401(k) Tips

Who is a 401k plan administrator?

Managing a 401(k) plan requires a host of administrative professionals. Find out who is a 401(k) plan administrator and their responsibilities in a 401(k) plan.

3 min read

Retirement plans are required to follow certain guidelines provided by the IRS, and they must comply with all plan rules and federal regulations. A 401(k) plan must balance the role of offering retirement saving services to its participants, and the role of sponsoring and administering a 401(k). A plan administrator is one of the parties involved in managing the 401(k) plan.

A plan administrator is an entity that is responsible for the day-to-day operations of a 401(k) plan. They are often a third-party contractor with the knowledge and requisite skills of managing a 401(k) retirement plan. As a fiduciary, the plan administrator is required to act in the best interest of the plan participants, and not the employer that hires them.

Who is the plan administrator?

A plan administrator is responsible for administering a 401(k) plan on behalf of its participants. The administrator has a fiduciary duty of acting in the best interests of the plan participants to safeguard their retirement money. Due to the demanding responsibilities of plan administrators, the role of plan administration is often outsourced to an external third-party administrator. However, small companies may keep the plan administration duties in-house to save costs.

Although the plan administrator does not make investment decisions of the plan, they ensure that participant funds are allocated to investments based on the investor's preferences. They ensure that employees' contributions are within the IRS limits and that the individual 401(k) accounts are properly managed.

What does a Plan Administrator Do?

A plan administrator is responsible for the regular operations of the retirement plan’s activities. Some of the functions that a plan administrator is required to perform include:

Plan design- the plan administrator consults with the employer on how the plan should be structured.

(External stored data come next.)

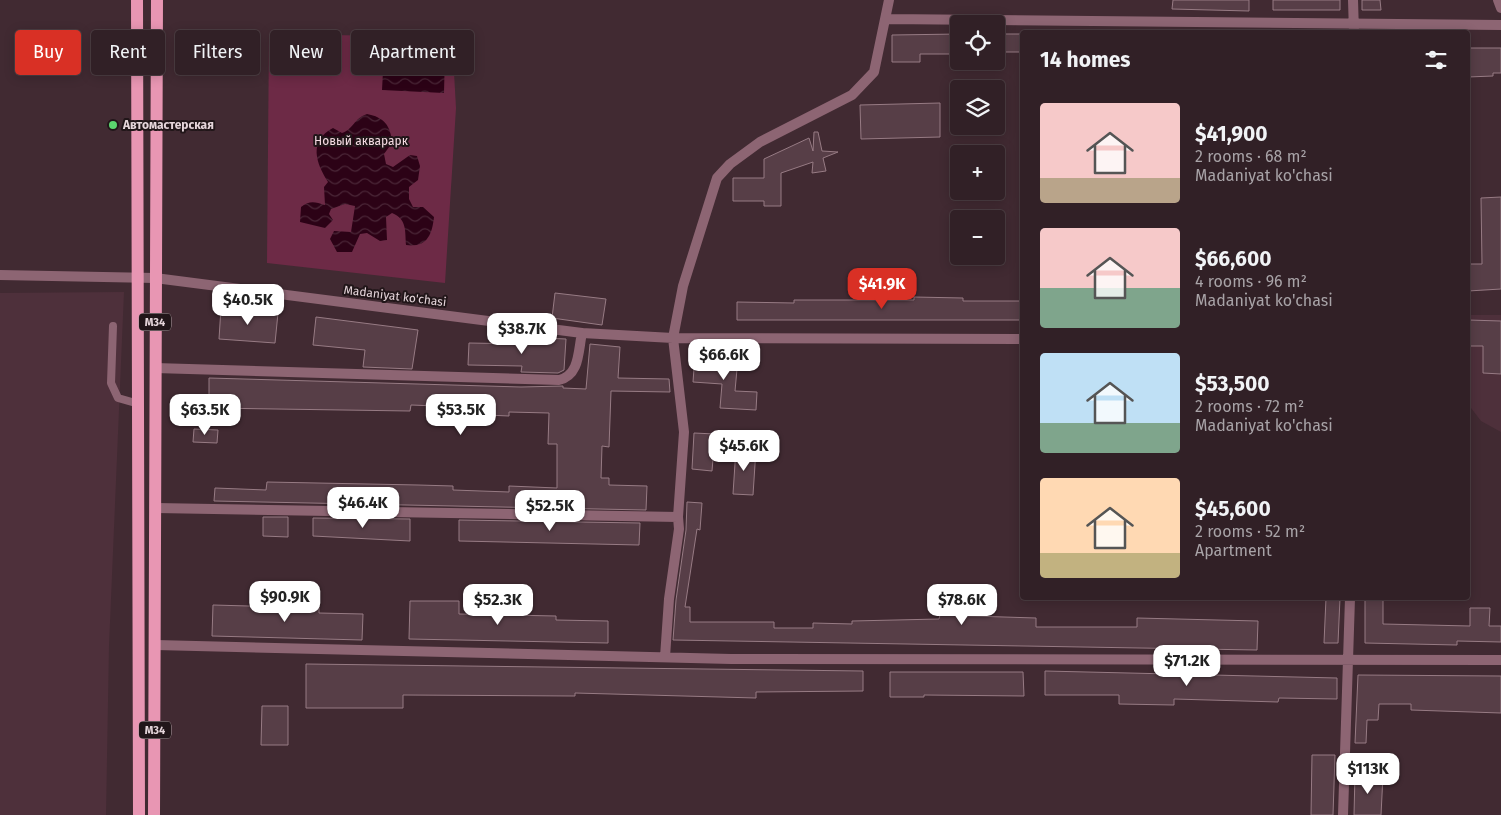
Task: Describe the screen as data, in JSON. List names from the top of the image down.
{
  "streets": {
    "main road": ["M34"],
    "street": ["Madaniyat ko'chasi"]
  },
  "crossings": [
    ["Madaniyat ko'chasi", "M34"]
  ],
  "parks": ["Новый акварарк"],
  "places": ["Автомастерская"],
  "page": {
    "map_buttons": ["+", "−"],
    "chip": [
      "Buy",
      "Rent",
      "Filters",
      "New",
      "Apartment"
    ],
    "heading": "14 homes",
    "list": [
      {
        "name": "$41,900",
        "note": "2 rooms · 68 m² · Madaniyat ko'chasi"
      },
      {
        "name": "$66,600",
        "note": "4 rooms · 96 m² · Madaniyat ko'chasi"
      },
      {
        "name": "$53,500",
        "note": "2 rooms · 72 m² · Madaniyat ko'chasi"
      },
      {
        "name": "$45,600",
        "note": "2 rooms · 52 m² · Apartment"
      }
    ],
    "price": [
      "$41.9K",
      "$40.5K",
      "$38.7K",
      "$66.6K",
      "$63.5K",
      "$53.5K",
      "$45.6K",
      "$46.4K",
      "$52.5K",
      "$90.9K",
      "$52.3K",
      "$78.6K",
      "$71.2K",
      "$113K"
    ]
  }
}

Monitor compliance-As regulations change, the plan administrator ensures that the 401(k) complies with federal regulations and the plan rules.

Authorize transactions: If you request a 401(k) loan or distribution from the 401(k) plan, the plan administrator must approve these transactions.

Perform tests- the plan administrator must perform routine tests to ensure fairness and equity among participants.

Filings and disclosures: the plan must make periodic statutory filings and disclosures required by regulators. Some of these filings may include Form 5500, Form 1099-R, and Safe Harbor notices.

Making payments to beneficiaries- the plan administrator is required to make scheduled payments to beneficiaries who inherit a participant’s 401(k) money.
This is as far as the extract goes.